--- DATA PROVIDED Enclosed Below ---
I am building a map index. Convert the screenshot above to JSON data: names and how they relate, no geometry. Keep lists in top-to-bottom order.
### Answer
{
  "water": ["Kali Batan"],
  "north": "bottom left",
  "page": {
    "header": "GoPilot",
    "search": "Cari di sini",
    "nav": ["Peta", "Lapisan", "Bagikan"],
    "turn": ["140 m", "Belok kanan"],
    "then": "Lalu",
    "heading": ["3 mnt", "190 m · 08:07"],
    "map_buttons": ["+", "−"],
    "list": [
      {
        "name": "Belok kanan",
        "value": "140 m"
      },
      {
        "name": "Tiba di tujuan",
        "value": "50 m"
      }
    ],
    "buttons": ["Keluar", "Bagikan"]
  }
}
--- End of Enclosed DATA PROVIDED ---
--- DATA PROVIDED Enclosed Below ---
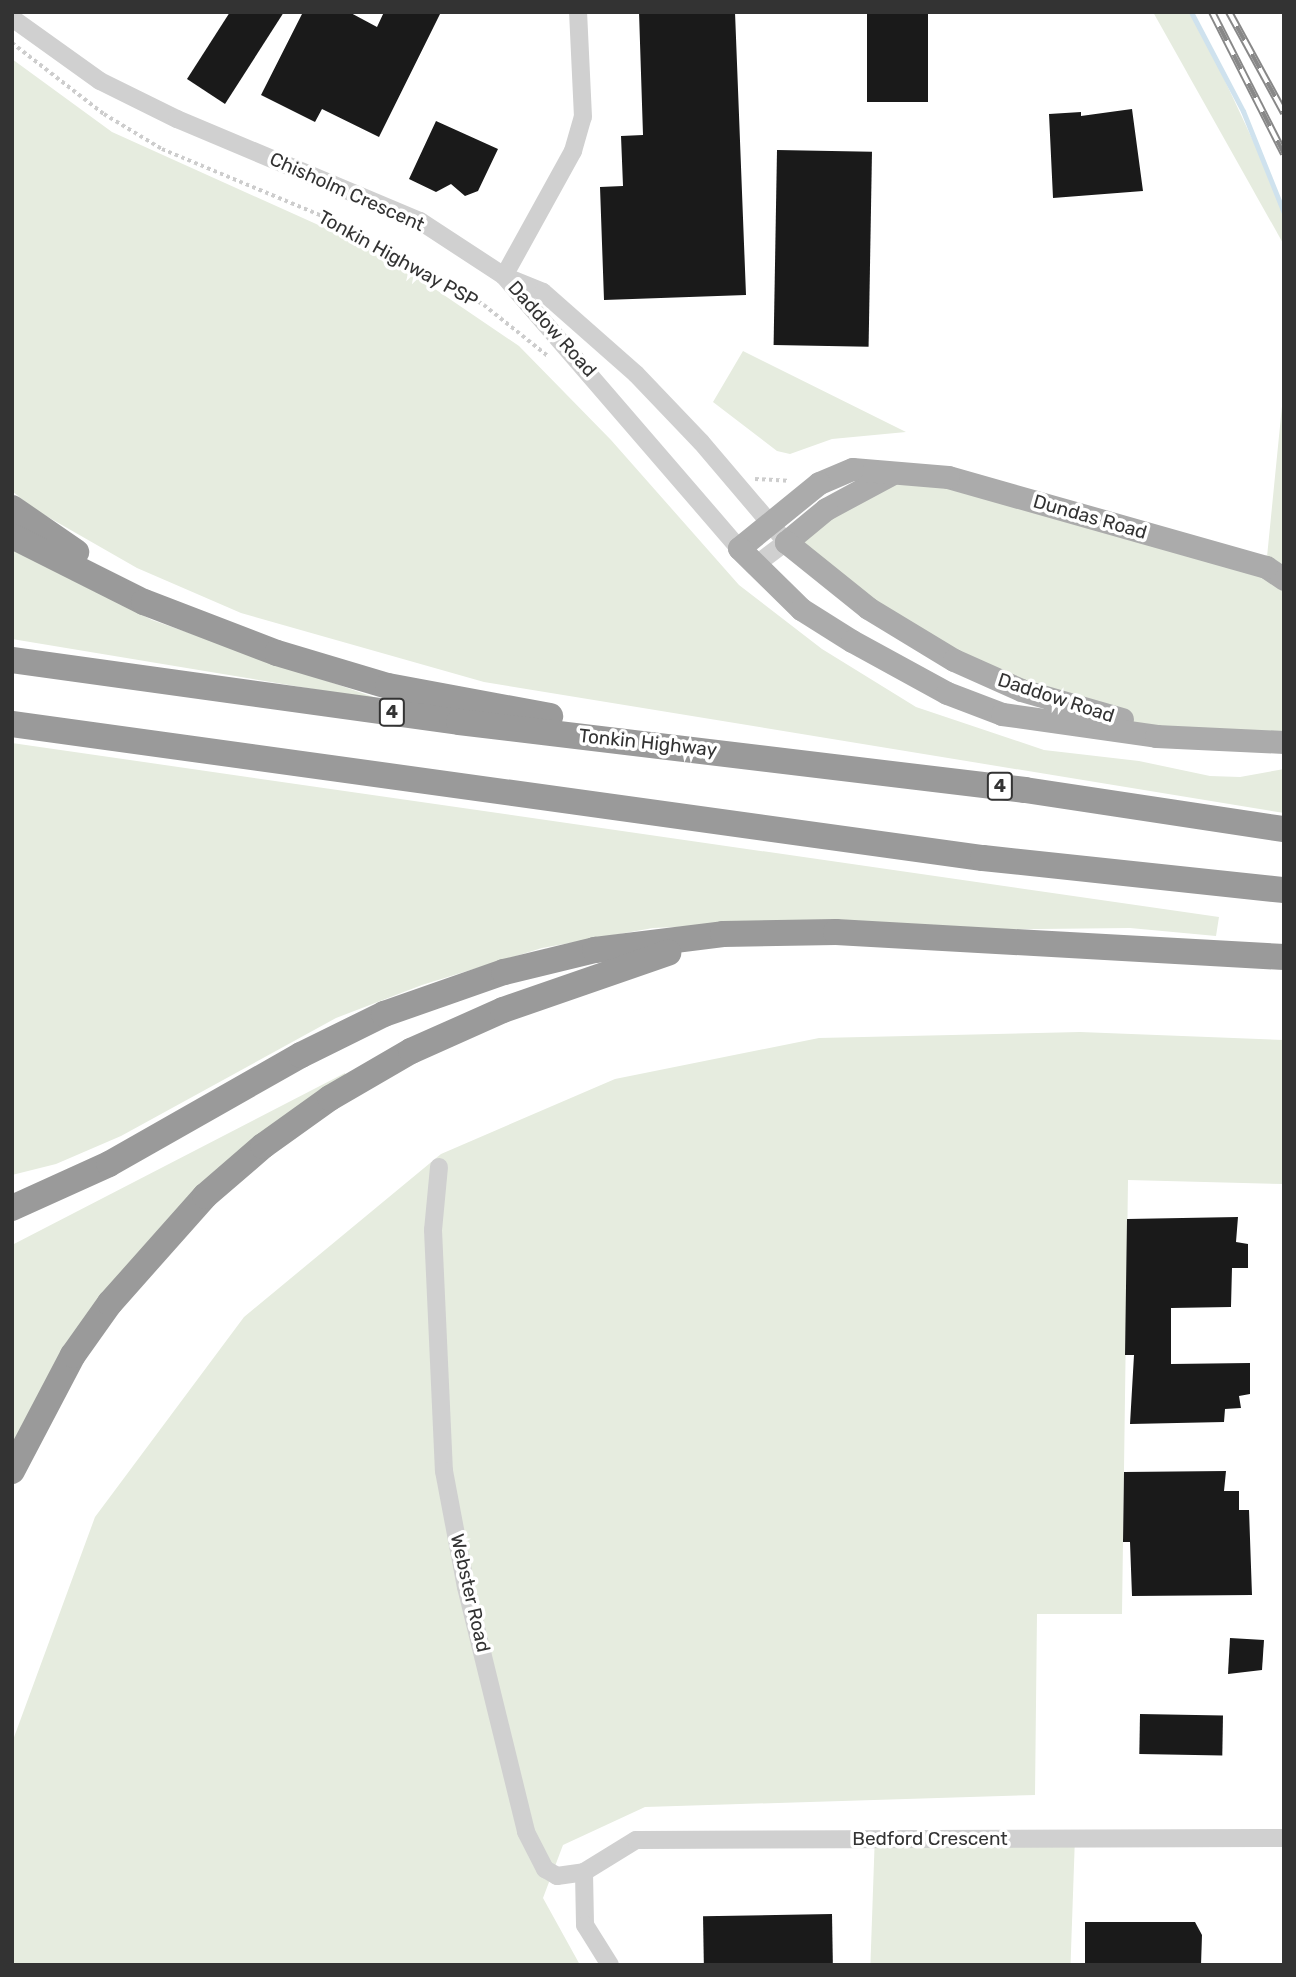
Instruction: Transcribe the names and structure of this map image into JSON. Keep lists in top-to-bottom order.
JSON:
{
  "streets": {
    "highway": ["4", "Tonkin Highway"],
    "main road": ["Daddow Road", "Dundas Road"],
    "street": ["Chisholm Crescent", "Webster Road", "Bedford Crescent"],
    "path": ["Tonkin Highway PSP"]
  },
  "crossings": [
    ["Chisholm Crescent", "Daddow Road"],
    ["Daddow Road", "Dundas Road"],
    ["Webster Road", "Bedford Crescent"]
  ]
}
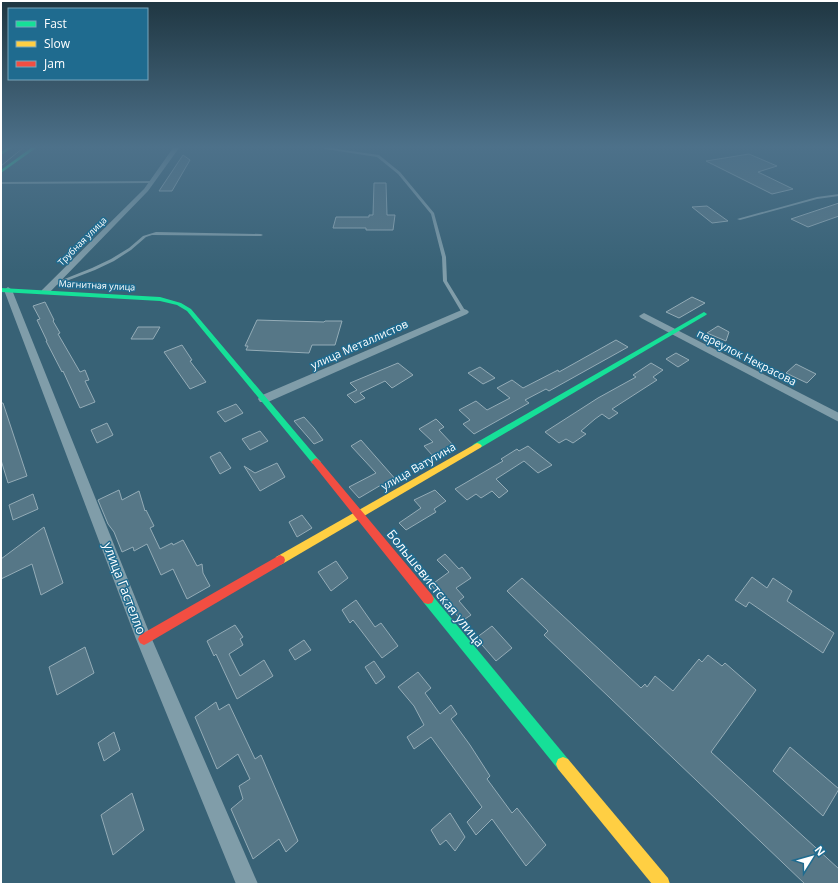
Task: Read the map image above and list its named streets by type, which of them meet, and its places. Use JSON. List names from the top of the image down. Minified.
--- End of Enclosed DATA PROVIDED ---
**TASK REQUIREMENTS:** Give back exactly the lines above that run from the one with "Instruction: Transcribe the" to the one with "Task: Read the", including both, with the pictures left out.

**SOLUTION BELOW:**
Instruction: Transcribe the names and structure of this map image into JSON. Keep lists in top-to-bottom order.
JSON:
{
  "streets": {
    "highway": ["4", "Tonkin Highway"],
    "main road": ["Daddow Road", "Dundas Road"],
    "street": ["Chisholm Crescent", "Webster Road", "Bedford Crescent"],
    "path": ["Tonkin Highway PSP"]
  },
  "crossings": [
    ["Chisholm Crescent", "Daddow Road"],
    ["Daddow Road", "Dundas Road"],
    ["Webster Road", "Bedford Crescent"]
  ]
}
Task: Read the map image above and list its named streets by type, which of them meet, and its places. Use JSON. List names from the top of the image down. Minified.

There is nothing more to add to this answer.